_ABOUT THIS TASK_: Your answer must be the line holding "Extract the structured" followed by every later line through the end of the entries, exactly as written.

_RECORDS TO USE_:
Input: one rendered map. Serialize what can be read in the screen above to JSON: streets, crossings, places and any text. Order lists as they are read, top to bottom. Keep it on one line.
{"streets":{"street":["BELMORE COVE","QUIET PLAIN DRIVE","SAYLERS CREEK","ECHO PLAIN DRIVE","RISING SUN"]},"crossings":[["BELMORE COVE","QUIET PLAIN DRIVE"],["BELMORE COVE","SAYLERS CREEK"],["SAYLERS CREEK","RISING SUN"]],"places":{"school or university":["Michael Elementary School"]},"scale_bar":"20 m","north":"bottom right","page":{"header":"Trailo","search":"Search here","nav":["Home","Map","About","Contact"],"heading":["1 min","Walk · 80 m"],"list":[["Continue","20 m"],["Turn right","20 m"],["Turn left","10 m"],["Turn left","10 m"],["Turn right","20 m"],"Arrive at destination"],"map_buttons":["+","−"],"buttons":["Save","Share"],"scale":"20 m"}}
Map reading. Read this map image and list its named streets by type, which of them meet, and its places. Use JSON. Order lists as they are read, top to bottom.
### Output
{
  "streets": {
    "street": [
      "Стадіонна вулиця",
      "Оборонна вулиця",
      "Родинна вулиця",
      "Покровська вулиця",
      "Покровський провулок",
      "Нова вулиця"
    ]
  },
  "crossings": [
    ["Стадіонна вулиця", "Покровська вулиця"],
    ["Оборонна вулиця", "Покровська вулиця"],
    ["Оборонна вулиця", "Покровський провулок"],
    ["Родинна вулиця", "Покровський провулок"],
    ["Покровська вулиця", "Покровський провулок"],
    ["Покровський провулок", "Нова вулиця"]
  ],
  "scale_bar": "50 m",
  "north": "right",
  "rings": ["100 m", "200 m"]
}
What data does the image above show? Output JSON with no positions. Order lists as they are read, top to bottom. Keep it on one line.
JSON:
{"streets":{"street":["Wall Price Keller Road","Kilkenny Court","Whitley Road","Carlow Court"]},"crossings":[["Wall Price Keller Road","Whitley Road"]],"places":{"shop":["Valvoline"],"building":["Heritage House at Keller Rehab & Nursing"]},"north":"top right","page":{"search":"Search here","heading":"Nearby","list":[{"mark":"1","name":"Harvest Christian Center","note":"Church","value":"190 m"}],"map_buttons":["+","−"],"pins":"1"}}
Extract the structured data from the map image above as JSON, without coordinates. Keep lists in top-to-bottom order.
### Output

_TASK RESPONSE_:
Extract the structured data from the map image above as JSON, without coordinates. Keep lists in top-to-bottom order.
### Output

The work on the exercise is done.